EXERCISE GOAL – Each record below must be written out exactly as given.

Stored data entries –
----
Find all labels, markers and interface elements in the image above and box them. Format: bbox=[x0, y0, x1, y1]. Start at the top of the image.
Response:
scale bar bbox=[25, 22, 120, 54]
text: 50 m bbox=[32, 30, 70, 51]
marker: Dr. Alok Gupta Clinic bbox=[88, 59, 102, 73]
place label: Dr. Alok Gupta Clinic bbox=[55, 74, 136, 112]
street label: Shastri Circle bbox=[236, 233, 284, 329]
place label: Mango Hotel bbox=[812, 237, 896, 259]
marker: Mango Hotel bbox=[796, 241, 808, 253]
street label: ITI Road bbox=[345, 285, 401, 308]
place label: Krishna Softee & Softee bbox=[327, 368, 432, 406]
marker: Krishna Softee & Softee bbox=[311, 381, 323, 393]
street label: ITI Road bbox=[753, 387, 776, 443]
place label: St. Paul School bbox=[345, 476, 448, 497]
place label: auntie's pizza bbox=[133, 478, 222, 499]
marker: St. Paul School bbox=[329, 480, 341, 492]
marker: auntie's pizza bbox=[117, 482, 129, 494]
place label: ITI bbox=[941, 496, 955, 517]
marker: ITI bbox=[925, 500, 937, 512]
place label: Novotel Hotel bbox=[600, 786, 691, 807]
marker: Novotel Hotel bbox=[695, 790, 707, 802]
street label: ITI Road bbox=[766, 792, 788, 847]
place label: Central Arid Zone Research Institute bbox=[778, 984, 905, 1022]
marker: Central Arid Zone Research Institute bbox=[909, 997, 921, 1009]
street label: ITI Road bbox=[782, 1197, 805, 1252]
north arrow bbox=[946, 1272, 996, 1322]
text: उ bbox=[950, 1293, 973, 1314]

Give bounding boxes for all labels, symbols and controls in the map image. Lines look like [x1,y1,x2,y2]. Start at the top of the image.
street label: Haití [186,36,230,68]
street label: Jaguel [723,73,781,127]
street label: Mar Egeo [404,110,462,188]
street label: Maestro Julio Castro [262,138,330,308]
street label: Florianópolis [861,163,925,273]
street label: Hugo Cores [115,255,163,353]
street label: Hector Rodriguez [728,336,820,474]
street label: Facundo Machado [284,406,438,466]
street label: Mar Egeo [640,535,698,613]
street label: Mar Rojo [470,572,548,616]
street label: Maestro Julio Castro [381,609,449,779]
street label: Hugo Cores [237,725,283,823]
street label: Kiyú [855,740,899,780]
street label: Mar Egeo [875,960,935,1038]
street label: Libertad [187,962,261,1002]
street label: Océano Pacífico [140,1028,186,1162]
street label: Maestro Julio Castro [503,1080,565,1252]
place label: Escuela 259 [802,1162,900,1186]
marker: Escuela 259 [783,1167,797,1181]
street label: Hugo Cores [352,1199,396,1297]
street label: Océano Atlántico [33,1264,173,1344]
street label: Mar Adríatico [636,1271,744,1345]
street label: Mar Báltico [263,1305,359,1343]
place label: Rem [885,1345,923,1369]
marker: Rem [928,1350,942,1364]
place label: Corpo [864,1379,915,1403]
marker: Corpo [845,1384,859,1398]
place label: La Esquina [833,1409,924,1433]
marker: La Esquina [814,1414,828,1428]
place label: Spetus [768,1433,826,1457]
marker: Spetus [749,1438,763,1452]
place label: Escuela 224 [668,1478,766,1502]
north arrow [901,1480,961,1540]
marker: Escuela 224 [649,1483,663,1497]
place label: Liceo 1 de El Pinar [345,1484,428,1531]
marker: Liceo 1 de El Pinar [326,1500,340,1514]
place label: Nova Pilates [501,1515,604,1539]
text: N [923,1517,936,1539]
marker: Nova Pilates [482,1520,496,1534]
----
RESPONSE FOR THIS EXERCISE –
Find all labels, markers and interface elements in the image above and box them. Format: bbox=[x0, y0, x1, y1]. Start at the top of the image.
Response:
scale bar bbox=[25, 22, 120, 54]
text: 50 m bbox=[32, 30, 70, 51]
marker: Dr. Alok Gupta Clinic bbox=[88, 59, 102, 73]
place label: Dr. Alok Gupta Clinic bbox=[55, 74, 136, 112]
street label: Shastri Circle bbox=[236, 233, 284, 329]
place label: Mango Hotel bbox=[812, 237, 896, 259]
marker: Mango Hotel bbox=[796, 241, 808, 253]
street label: ITI Road bbox=[345, 285, 401, 308]
place label: Krishna Softee & Softee bbox=[327, 368, 432, 406]
marker: Krishna Softee & Softee bbox=[311, 381, 323, 393]
street label: ITI Road bbox=[753, 387, 776, 443]
place label: St. Paul School bbox=[345, 476, 448, 497]
place label: auntie's pizza bbox=[133, 478, 222, 499]
marker: St. Paul School bbox=[329, 480, 341, 492]
marker: auntie's pizza bbox=[117, 482, 129, 494]
place label: ITI bbox=[941, 496, 955, 517]
marker: ITI bbox=[925, 500, 937, 512]
place label: Novotel Hotel bbox=[600, 786, 691, 807]
marker: Novotel Hotel bbox=[695, 790, 707, 802]
street label: ITI Road bbox=[766, 792, 788, 847]
place label: Central Arid Zone Research Institute bbox=[778, 984, 905, 1022]
marker: Central Arid Zone Research Institute bbox=[909, 997, 921, 1009]
street label: ITI Road bbox=[782, 1197, 805, 1252]
north arrow bbox=[946, 1272, 996, 1322]
text: उ bbox=[950, 1293, 973, 1314]

Give bounding boxes for all labels, symbols and controls in the map image. Lines look like [x1,y1,x2,y2]. Start at the top of the image.
street label: Haití [186,36,230,68]
street label: Jaguel [723,73,781,127]
street label: Mar Egeo [404,110,462,188]
street label: Maestro Julio Castro [262,138,330,308]
street label: Florianópolis [861,163,925,273]
street label: Hugo Cores [115,255,163,353]
street label: Hector Rodriguez [728,336,820,474]
street label: Facundo Machado [284,406,438,466]
street label: Mar Egeo [640,535,698,613]
street label: Mar Rojo [470,572,548,616]
street label: Maestro Julio Castro [381,609,449,779]
street label: Hugo Cores [237,725,283,823]
street label: Kiyú [855,740,899,780]
street label: Mar Egeo [875,960,935,1038]
street label: Libertad [187,962,261,1002]
street label: Océano Pacífico [140,1028,186,1162]
street label: Maestro Julio Castro [503,1080,565,1252]
place label: Escuela 259 [802,1162,900,1186]
marker: Escuela 259 [783,1167,797,1181]
street label: Hugo Cores [352,1199,396,1297]
street label: Océano Atlántico [33,1264,173,1344]
street label: Mar Adríatico [636,1271,744,1345]
street label: Mar Báltico [263,1305,359,1343]
place label: Rem [885,1345,923,1369]
marker: Rem [928,1350,942,1364]
place label: Corpo [864,1379,915,1403]
marker: Corpo [845,1384,859,1398]
place label: La Esquina [833,1409,924,1433]
marker: La Esquina [814,1414,828,1428]
place label: Spetus [768,1433,826,1457]
marker: Spetus [749,1438,763,1452]
place label: Escuela 224 [668,1478,766,1502]
north arrow [901,1480,961,1540]
marker: Escuela 224 [649,1483,663,1497]
place label: Liceo 1 de El Pinar [345,1484,428,1531]
marker: Liceo 1 de El Pinar [326,1500,340,1514]
place label: Nova Pilates [501,1515,604,1539]
text: N [923,1517,936,1539]
marker: Nova Pilates [482,1520,496,1534]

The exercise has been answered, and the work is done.